Sentiment Analysis
Sentiment Analysis helps you understand how respondents feel about your product, service, or topic without asking them to assign a numerical rating. The AI analyzes the tone, language, and context of each answer to determine sentiment—giving you NPS-like insights without the rigidity of traditional surveys.
How Sentiment Works#
Every answer in an interview is analyzed by the AI and assigned a sentiment label with a confidence score:
- Positive: Respondent expresses satisfaction, praise, or enthusiasm
- Negative: Respondent expresses frustration, disappointment, or criticism
- Neutral: Respondent provides factual or balanced feedback without strong emotion
- Mixed: Respondent expresses both positive and negative sentiments in the same answer
The AI considers:
- Language tone: Words and phrases that signal emotion (e.g., "love", "frustrated", "amazing", "confusing")
- Context: The overall meaning of the response, not just individual keywords
- Confidence: How certain the AI is about the sentiment classification (displayed as a percentage)
Two Views: Distribution and Trend#
Distribution View#
The Distribution view shows you the overall breakdown of sentiment for the selected time period:
- Pie or Bar Chart: Visual representation of the percentage of positive, negative, neutral, and mixed responses
- Comparison to Previous Period: Shows how sentiment has changed compared to the previous period of equal length
- Color Coding: Green (positive), red (negative), gray (neutral), yellow (mixed)
Use this to answer questions like:
- What percentage of respondents are satisfied vs. frustrated?
- Has overall sentiment improved since last month?
Trend View#
The Trend view shows how sentiment changes over time:
- Time-Series Chart: Daily or weekly breakdown of sentiment across the selected date range
- Stacked or Line View: See how the proportion of each sentiment type evolves
- Anomaly Detection: Spot sudden shifts in sentiment that might indicate product issues or successful launches
Use this to answer questions like:
- Did sentiment improve after we launched the new onboarding flow?
- When did negative sentiment start increasing?
Per-Response and Per-Answer Sentiment#
Sentiment is tracked at two levels:
Overall Response Sentiment#
Each completed interview has an overall sentiment label displayed in the response list. This is calculated by aggregating the sentiment of all answers in the conversation.
Example: If a respondent gives mostly positive answers with one neutral answer, the overall sentiment is likely "positive".
Per-Answer Sentiment#
Drill into individual responses to see sentiment for each question. This helps you understand which specific topics or questions trigger positive or negative feelings.
Example: A respondent might express positive sentiment about your product's features but negative sentiment about pricing.
Use per-answer sentiment to identify which parts of your product or experience drive satisfaction vs. frustration.
Keywords: Positive and Negative Themes#
The AI doesn't just assign sentiment labels—it also extracts keywords and themes that explain why respondents feel the way they do.
Positive Keywords#
Topics and themes associated with positive sentiment:
- Examples: "onboarding", "ease of use", "customer support", "intuitive design", "fast performance"
- Where they appear: In the Analytics Dashboard and in individual response summaries
- What they tell you: What respondents love about your product
Negative Keywords#
Pain points and areas of frustration:
- Examples: "slow loading", "confusing UI", "pricing", "missing features", "poor documentation"
- Where they appear: In the Analytics Dashboard and in individual response summaries
- What they tell you: What needs improvement
Keywords are ranked by frequency—the most mentioned themes appear first. This helps you prioritize what to fix or amplify.
Using Sentiment Data#
Here's how teams use sentiment analysis to drive product decisions:
Track NPS-Like Trends Without Asking a Score#
Traditional NPS surveys force respondents to assign a 0-10 score, which can feel arbitrary. Diaform's sentiment analysis gives you similar insights by analyzing natural language—without interrupting the conversation with a rating scale.
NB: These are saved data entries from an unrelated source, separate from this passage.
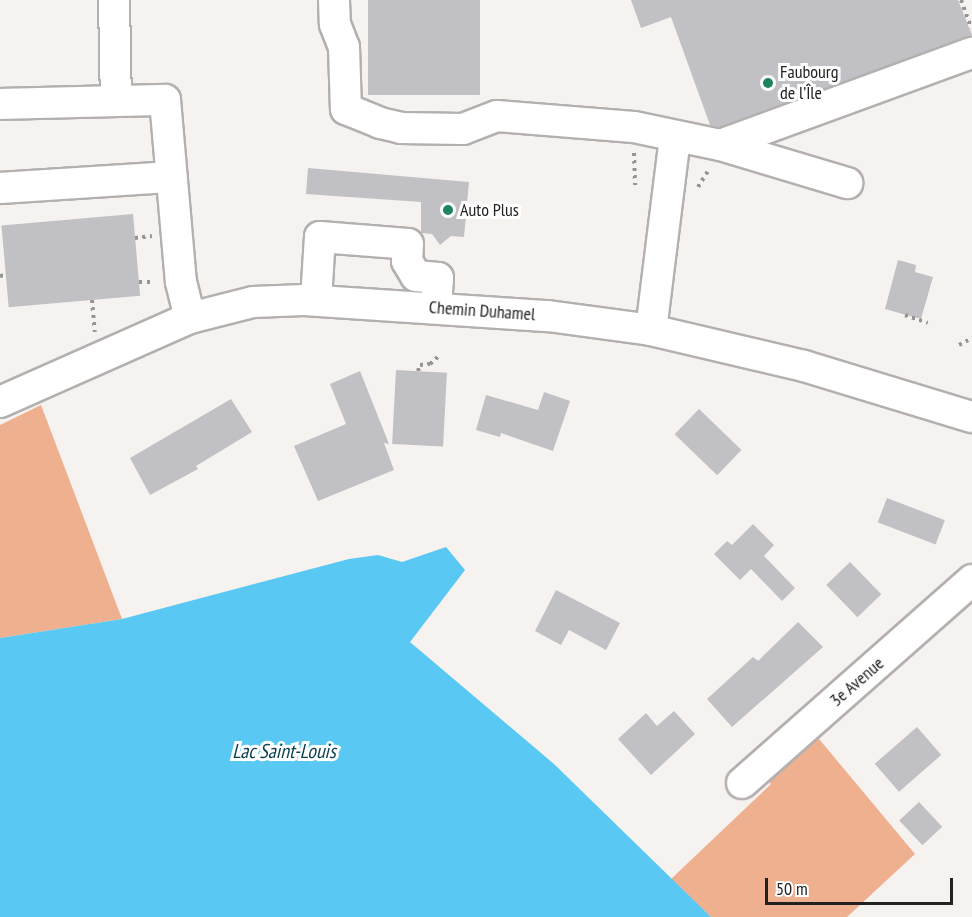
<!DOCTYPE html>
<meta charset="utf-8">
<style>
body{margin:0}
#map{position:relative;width:972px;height:917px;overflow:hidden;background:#f6f2f0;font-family:"PT Sans Narrow",sans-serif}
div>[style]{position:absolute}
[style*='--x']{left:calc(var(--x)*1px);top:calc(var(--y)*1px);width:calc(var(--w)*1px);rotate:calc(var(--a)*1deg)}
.green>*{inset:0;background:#eeb08f}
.water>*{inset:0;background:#59c8f3}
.building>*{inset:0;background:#c1c0c4;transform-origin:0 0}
.path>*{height:4px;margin-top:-2px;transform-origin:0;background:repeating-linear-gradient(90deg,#969492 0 3px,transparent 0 7.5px)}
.roads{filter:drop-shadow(2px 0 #b4b0af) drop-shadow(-2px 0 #b4b0af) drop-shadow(0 2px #b4b0af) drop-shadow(0 -2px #b4b0af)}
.minor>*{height:30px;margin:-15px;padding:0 15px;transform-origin:15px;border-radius:15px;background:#fff}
.dots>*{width:16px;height:16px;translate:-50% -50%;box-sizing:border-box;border:3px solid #fff;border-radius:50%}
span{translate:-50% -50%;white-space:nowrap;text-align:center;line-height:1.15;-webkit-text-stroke:6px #fff;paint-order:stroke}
.poi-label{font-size:18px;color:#222120}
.left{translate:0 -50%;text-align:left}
.street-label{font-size:18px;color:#222120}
.water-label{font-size:20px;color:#0e4051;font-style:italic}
.scale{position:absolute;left:765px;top:878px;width:188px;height:27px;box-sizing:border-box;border:3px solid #222120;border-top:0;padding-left:8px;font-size:18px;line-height:21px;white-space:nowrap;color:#222120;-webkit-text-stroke:4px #fff;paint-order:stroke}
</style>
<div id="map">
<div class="green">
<div style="clip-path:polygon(41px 405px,122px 619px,0 638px,0 425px)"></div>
<div style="clip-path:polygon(814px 733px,915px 854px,847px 917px,711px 917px,671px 879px,771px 784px,763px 775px)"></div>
</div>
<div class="water">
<div style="clip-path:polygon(446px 547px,465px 570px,410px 642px,554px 764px,711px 917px,0 917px,0 638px,122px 619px,349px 559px,378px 555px,402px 562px)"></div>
</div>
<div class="building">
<div style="left:368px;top:0;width:112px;height:95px"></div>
<div style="clip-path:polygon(631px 0,958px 0,972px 35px,719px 127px,710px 125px,671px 17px,641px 28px)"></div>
<div style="clip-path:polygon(308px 168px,469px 182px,464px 237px,451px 236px,440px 245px,432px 234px,421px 233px,421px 202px,306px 194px)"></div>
<div style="left:133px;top:214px;width:82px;height:132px;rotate:85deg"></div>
<div style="clip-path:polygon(898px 260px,916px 265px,915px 272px,933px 277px,921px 319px,885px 309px)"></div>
<div style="left:396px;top:370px;width:51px;height:74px;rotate:3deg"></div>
<div style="clip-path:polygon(360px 371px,389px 444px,384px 443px,394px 470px,318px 501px,294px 446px,346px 424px,330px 384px)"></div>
<div style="clip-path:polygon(544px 392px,570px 401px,553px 451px,501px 433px,500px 437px,476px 430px,486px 395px,538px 410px)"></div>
<div style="clip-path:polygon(231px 399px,252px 432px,196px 466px,198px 469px,150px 495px,130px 458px)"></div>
<div style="left:699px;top:409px;width:59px;height:35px;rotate:44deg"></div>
<div style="left:887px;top:498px;width:62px;height:26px;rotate:21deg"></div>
<div style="clip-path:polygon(753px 524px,774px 545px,764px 556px,795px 588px,782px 601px,751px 569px,740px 580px,714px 554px,727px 541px,732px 545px)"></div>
<div style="left:850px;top:562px;width:45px;height:33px;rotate:46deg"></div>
<div style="clip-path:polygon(556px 590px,620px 623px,606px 650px,569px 630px,561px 645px,535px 631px)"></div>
<div style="clip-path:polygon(798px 622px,823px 647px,732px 727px,707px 699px,753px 657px,758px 661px)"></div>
<div style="clip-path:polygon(674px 711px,695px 734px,651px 775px,618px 739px,646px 713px,657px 726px)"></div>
<div style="left:917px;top:727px;width:37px;height:56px;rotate:49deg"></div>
<div style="left:919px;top:802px;width:34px;height:27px;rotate:47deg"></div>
</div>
<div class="path">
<div style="--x:961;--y:0;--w:30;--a:70"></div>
<div style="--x:634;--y:153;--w:32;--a:88"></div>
<div style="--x:698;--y:187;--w:22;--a:-58"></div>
<div style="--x:135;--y:238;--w:17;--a:-7"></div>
<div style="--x:0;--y:276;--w:6;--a:-9"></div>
<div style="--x:139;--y:282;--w:14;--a:0"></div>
<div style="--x:92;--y:300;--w:32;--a:85"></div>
<div style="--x:905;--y:315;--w:24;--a:19"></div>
<div style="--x:959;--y:345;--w:15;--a:-28"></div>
<div style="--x:418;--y:371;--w:6;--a:-72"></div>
<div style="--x:420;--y:365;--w:10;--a:-6"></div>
<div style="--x:430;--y:364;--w:13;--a:-42"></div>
</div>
<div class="roads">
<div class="minor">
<div style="--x:114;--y:0;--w:101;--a:88.9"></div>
<div style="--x:334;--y:0;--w:24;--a:88"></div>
<div style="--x:335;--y:24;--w:25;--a:69"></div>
<div style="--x:344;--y:47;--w:62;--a:88.2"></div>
<div style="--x:346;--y:109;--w:37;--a:22"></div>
<div style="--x:380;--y:123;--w:22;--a:13"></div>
<div style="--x:401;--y:128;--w:62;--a:0.9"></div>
<div style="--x:463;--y:129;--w:36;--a:-21"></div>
<div style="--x:497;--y:116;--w:137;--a:4.6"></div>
<div style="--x:634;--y:127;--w:88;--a:11.8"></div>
<div style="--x:720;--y:145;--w:133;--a:16.7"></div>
<div style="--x:0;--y:104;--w:165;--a:-1.4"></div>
<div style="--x:165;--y:100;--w:183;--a:85"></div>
<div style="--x:181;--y:282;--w:37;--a:76"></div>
<div style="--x:720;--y:145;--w:268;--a:-20.1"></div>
<div style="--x:0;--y:188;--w:169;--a:-3.7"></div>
<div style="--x:316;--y:300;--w:63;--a:-86.4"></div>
<div style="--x:320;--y:237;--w:88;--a:4.5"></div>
<div style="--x:408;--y:244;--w:17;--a:93"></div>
<div style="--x:407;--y:261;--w:17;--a:59"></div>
<div style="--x:416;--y:276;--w:22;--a:5"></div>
<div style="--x:438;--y:278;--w:30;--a:94"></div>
<div style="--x:651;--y:330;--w:195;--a:-82.9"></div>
<div style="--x:0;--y:402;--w:208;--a:-23.9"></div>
<div style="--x:190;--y:318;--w:65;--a:-14.3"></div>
<div style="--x:253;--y:302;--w:51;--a:-2.2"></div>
<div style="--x:304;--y:300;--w:245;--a:3.8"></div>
<div style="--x:548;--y:316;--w:104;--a:7.7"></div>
<div style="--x:651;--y:330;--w:157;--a:13.2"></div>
<div style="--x:804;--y:366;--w:176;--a:16.9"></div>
<div style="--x:742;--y:783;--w:307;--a:-41.4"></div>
</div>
</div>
<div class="dots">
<div style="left:768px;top:83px;background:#1e845f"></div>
<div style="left:448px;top:210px;background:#1e845f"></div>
</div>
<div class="poi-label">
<span class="left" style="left:780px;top:83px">Faubourg<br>de l’Île</span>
<span class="left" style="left:460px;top:210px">Auto Plus</span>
</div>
<div class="street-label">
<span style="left:482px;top:311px;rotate:4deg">Chemin Duhamel</span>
<span style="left:857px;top:682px;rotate:-41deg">3e Avenue</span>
</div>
<div class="water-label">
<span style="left:284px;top:751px">Lac Saint-Louis</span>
</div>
<div class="scale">50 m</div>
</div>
Identify Emerging Issues Before They Escalate#
Monitor the sentiment trend chart to catch spikes in negative sentiment early. If you notice a sudden increase in negative responses, drill into the keywords and individual responses to understand what's driving it.
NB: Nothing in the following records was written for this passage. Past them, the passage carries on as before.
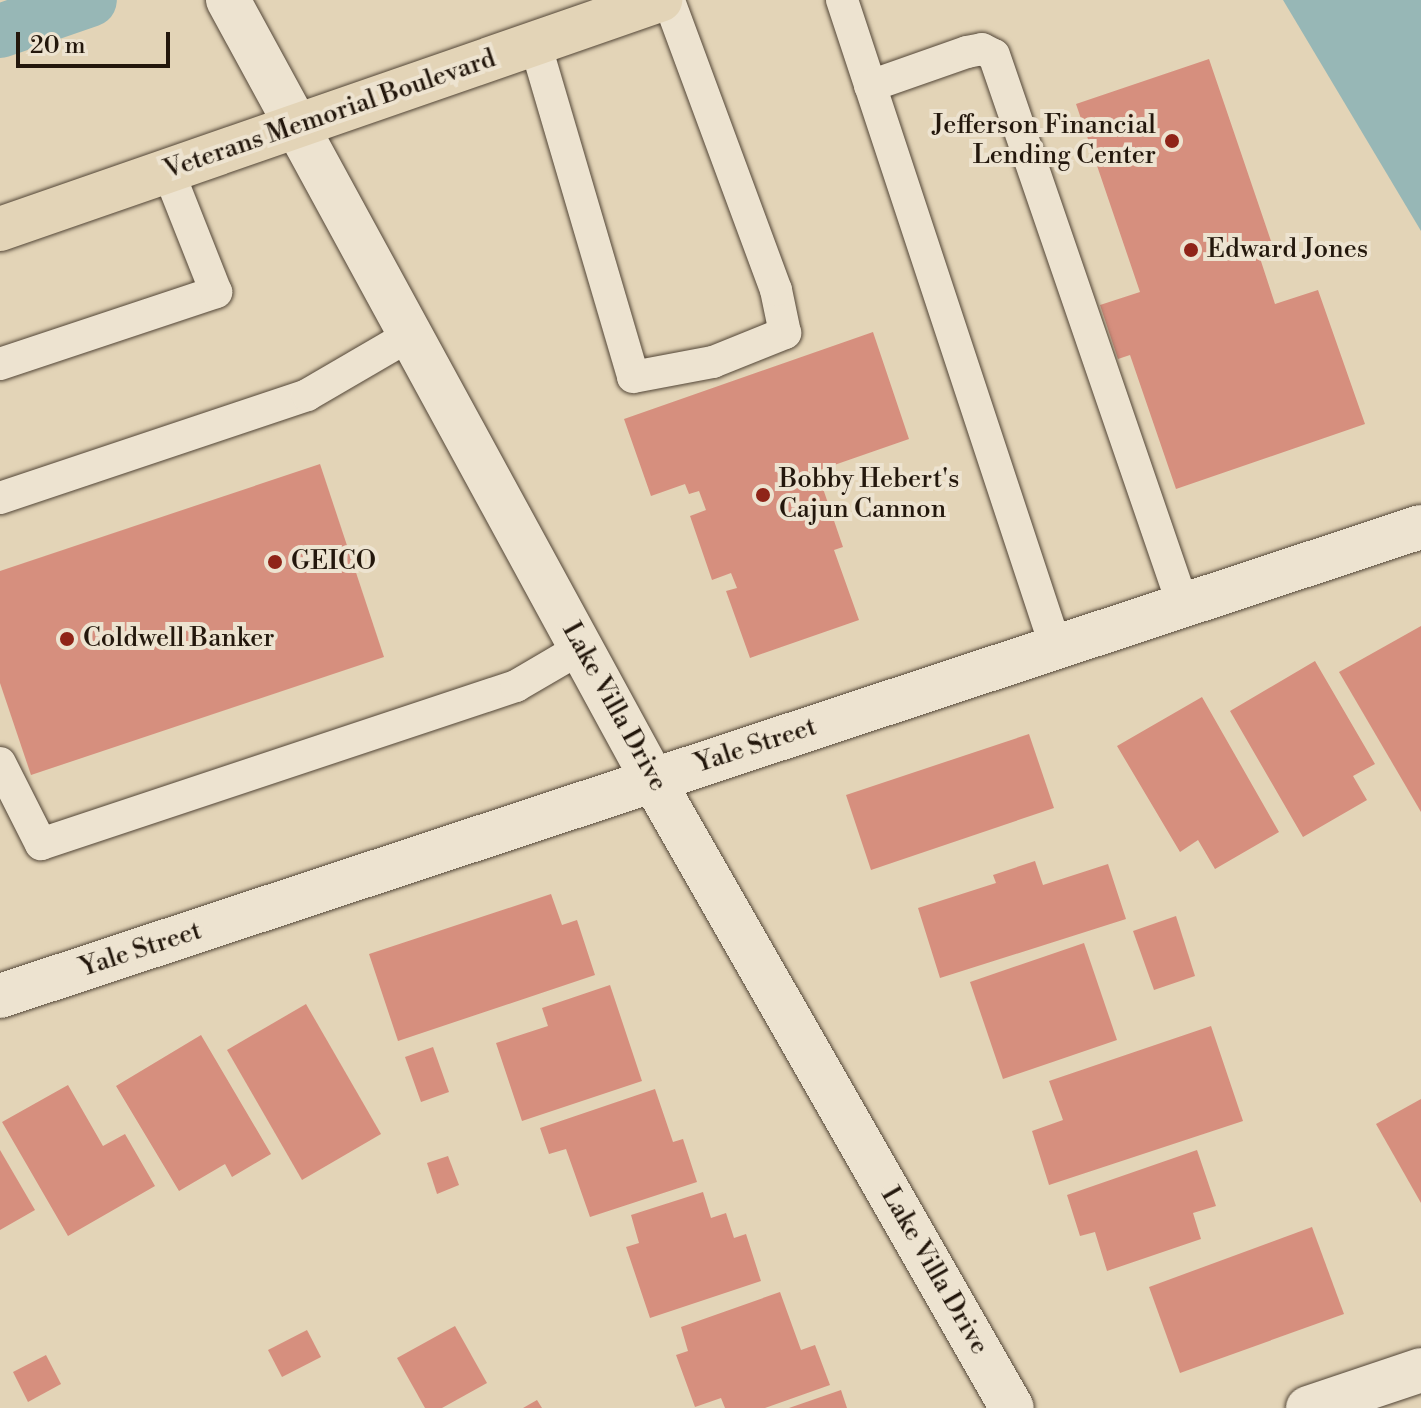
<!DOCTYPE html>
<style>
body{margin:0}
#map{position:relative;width:1421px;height:1408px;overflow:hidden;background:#e3d4b7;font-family:"Libre Bodoni",serif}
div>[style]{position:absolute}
.water>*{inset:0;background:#97b7b6}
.canal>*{height:54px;margin:-27px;padding:0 27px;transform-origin:27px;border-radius:27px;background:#97b7b6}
.building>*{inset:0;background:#d68f7e}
.roads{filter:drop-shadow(0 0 2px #534637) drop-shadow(0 0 2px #534637)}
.service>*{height:32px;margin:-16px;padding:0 16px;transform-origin:16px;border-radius:16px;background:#ede3d0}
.minor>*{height:44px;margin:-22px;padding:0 22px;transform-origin:22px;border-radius:22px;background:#ede3d0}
.primary>*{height:44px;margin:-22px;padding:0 22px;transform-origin:22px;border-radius:22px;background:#e3d4b7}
.dots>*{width:22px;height:22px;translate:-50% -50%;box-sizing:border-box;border:4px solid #ede3d0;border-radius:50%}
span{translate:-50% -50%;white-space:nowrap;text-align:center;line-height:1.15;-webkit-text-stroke:8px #ede3d0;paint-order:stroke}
.street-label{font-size:26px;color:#23170c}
.poi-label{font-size:26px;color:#23170c}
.right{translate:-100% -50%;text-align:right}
.left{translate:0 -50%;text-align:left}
.scale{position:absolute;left:16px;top:32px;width:154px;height:36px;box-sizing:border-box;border:4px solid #23170c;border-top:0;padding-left:10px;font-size:24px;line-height:28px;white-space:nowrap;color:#23170c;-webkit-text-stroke:6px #ede3d0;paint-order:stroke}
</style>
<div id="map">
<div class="water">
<i style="clip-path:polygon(1283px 0,1421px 0,1421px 231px)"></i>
</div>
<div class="canal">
<i style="left:0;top:31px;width:95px;rotate:-19deg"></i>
</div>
<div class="building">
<i style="clip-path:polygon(1209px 59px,1272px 244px,1257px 249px,1275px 304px,1318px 290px,1365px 424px,1176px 489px,1130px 355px,1118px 359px,1100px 305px,1140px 292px,1076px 104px)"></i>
<i style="clip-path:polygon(873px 332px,909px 439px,817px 471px,843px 547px,834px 550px,859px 620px,750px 658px,726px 591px,737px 588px,731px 573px,712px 580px,690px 516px,706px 510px,699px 491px,689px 494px,685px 484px,651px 496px,624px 419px)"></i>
<i style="clip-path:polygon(320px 464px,384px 657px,31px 775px,0 683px,0 571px)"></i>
<i style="clip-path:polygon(1421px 626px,1421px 812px,1339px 672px)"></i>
<i style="clip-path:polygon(1315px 661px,1375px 764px,1353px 776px,1367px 800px,1303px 837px,1230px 711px)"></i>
<i style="clip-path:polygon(1202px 697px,1279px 832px,1215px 869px,1198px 840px,1180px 852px,1117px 746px)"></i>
<i style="clip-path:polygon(1029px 734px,1054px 808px,871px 870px,846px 795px)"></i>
<i style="clip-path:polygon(1035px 861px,1043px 885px,1108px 864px,1126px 919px,940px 978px,918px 908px,996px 883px,993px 875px)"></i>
<i style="clip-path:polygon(551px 894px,562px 925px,577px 920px,595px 975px,398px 1041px,369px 954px)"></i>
<i style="clip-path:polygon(1176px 916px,1195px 976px,1154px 990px,1133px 931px)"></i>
<i style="clip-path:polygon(1084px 943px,1117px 1040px,1003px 1079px,970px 982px)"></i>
<i style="clip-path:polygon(610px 985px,642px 1081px,522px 1121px,496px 1043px,548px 1026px,542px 1008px)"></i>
<i style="clip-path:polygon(306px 1004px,381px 1134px,302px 1180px,227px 1050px)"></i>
<i style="clip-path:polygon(1211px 1026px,1243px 1121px,1049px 1185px,1032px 1131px,1063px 1120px,1049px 1081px)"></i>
<i style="clip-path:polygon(201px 1035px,271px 1154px,232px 1177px,225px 1164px,179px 1191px,116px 1086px)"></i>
<i style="clip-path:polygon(433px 1047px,449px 1092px,421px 1102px,405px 1057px)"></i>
<i style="clip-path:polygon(68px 1085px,103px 1146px,125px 1134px,155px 1186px,68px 1236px,2px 1122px)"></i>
<i style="clip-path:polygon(655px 1089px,673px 1142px,683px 1139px,697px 1182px,590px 1217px,566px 1149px,549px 1154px,540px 1128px)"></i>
<i style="clip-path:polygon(1421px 1099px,1421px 1203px,1376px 1124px)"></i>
<i style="clip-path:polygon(0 1150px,35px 1210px,0 1230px)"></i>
<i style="clip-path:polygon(1197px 1150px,1216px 1206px,1193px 1213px,1201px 1239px,1107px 1271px,1095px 1232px,1080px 1236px,1067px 1195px)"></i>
<i style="clip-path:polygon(448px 1156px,459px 1185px,437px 1194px,427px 1163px)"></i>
<i style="clip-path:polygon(703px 1192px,711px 1218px,726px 1213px,734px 1238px,746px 1234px,761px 1281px,650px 1318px,626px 1247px,639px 1243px,631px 1215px)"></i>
<i style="clip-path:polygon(1312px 1227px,1344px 1314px,1180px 1373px,1149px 1287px)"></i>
<i style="clip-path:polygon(780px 1292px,801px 1350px,815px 1345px,830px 1385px,765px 1408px,725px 1408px,721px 1398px,695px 1407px,676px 1355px,688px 1351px,681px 1327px)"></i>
<i style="clip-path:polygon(455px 1326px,487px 1383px,442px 1408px,425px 1408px,397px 1358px)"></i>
<i style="clip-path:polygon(307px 1330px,321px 1357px,282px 1377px,268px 1350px)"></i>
<i style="clip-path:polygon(46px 1355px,61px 1384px,28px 1402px,13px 1372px)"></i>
<i style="clip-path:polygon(841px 1390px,847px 1408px,789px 1408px)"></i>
<i style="clip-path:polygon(537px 1400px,542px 1408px,523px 1408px)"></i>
</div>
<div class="roads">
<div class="service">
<i style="left:842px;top:0;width:682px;rotate:71.72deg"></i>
<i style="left:535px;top:43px;width:348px;rotate:73.6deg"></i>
<i style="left:633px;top:377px;width:81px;rotate:-10.6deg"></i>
<i style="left:713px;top:362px;width:78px;rotate:-21.9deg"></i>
<i style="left:785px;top:333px;width:44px;rotate:-101.8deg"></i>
<i style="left:776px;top:290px;width:309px;rotate:-110.3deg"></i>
<i style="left:870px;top:86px;width:103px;rotate:-19.3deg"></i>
<i style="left:967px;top:52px;width:15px;rotate:-11deg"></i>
<i style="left:982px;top:49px;width:13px;rotate:27deg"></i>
<i style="left:994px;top:55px;width:582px;rotate:71.04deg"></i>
<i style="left:0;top:364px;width:228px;rotate:-18.4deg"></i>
<i style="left:216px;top:292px;width:130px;rotate:-111.6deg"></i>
<i style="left:0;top:498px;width:324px;rotate:-18.5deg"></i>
<i style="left:307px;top:395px;width:121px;rotate:-30.2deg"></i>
<i style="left:0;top:763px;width:91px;rotate:63.2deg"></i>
<i style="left:41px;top:844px;width:501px;rotate:-18.4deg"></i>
<i style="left:516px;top:686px;width:75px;rotate:-30.3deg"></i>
</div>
<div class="minor">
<i style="left:228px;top:0;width:888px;rotate:61.42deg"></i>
<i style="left:653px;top:780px;width:723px;rotate:60.25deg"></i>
<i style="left:0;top:996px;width:1496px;rotate:-18.27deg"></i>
<i style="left:1308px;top:1408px;width:119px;rotate:-18.6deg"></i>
</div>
<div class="primary">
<i style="left:0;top:229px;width:699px;rotate:-19.14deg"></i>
</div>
</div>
<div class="dots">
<i style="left:1172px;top:141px;background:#8f2418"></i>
<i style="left:1191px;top:250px;background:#8f2418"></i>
<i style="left:763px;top:495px;background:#8f2418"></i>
<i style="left:275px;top:562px;background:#8f2418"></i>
<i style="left:67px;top:639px;background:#8f2418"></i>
</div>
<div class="street-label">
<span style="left:330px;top:115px;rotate:-19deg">Veterans Memorial Boulevard</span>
<span style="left:614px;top:707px;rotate:61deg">Lake Villa Drive</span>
<span style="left:756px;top:746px;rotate:-18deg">Yale Street</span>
<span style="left:141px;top:950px;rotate:-18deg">Yale Street</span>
<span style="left:934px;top:1271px;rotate:60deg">Lake Villa Drive</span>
</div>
<div class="poi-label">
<span class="right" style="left:1156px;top:141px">Jefferson Financial<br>Lending Center</span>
<span class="left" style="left:1207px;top:250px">Edward Jones</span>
<span class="left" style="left:779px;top:495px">Bobby Hebert's<br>Cajun Cannon</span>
<span class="left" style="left:291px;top:562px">GEICO</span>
<span class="left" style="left:83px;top:639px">Coldwell Banker</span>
</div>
<div class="scale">20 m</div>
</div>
Example: A spike in negative sentiment with keywords like "slow loading" could indicate a performance regression that needs immediate attention.
Measure the Impact of Product Changes#
Use date filtering to compare sentiment before and after a product launch, feature release, or pricing change. Did the new onboarding flow improve sentiment? Did the price increase lead to more negative feedback?
Example: Filter responses from the 30 days before and after a feature launch to see if sentiment improved.
Prioritize Feedback Themes#
Keywords sorted by frequency help you prioritize what to work on. If "confusing UI" appears in 40% of negative responses but "missing integrations" appears in only 5%, you know where to focus first.